== Segment start ==

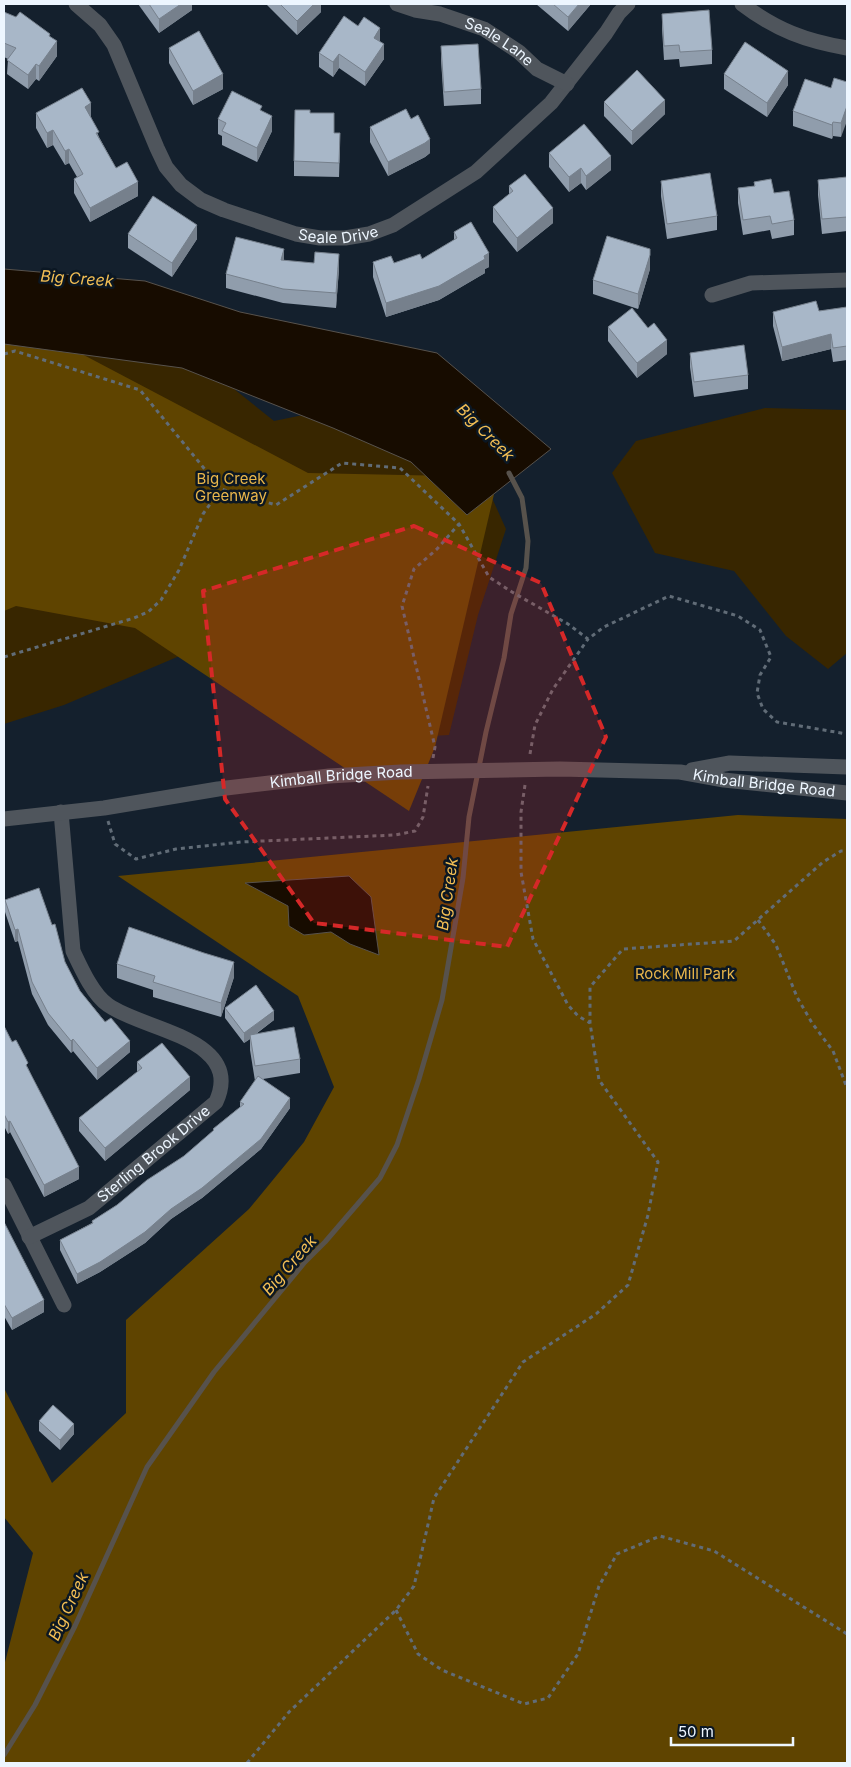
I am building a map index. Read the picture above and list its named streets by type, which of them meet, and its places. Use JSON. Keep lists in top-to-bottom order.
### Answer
{
  "streets": {
    "street": [
      "Seale Lane",
      "Seale Drive",
      "Kimball Bridge Road",
      "Sterling Brook Drive"
    ]
  },
  "crossings": [
    ["Seale Lane", "Seale Drive"],
    ["Kimball Bridge Road", "Sterling Brook Drive"]
  ],
  "water": ["Big Creek"],
  "parks": ["Big Creek Greenway", "Rock Mill Park"],
  "scale_bar": "50 m"
}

== Segment end ==

DIRECTIONS FOR THIS TASK: Copy every entry word for word, but omit the pictures.

TASK RESPONSE:
I am building a map index. Read the picture above and list its named streets by type, which of them meet, and its places. Use JSON. Keep lists in top-to-bottom order.
### Answer
{
  "streets": {
    "street": [
      "Seale Lane",
      "Seale Drive",
      "Kimball Bridge Road",
      "Sterling Brook Drive"
    ]
  },
  "crossings": [
    ["Seale Lane", "Seale Drive"],
    ["Kimball Bridge Road", "Sterling Brook Drive"]
  ],
  "water": ["Big Creek"],
  "parks": ["Big Creek Greenway", "Rock Mill Park"],
  "scale_bar": "50 m"
}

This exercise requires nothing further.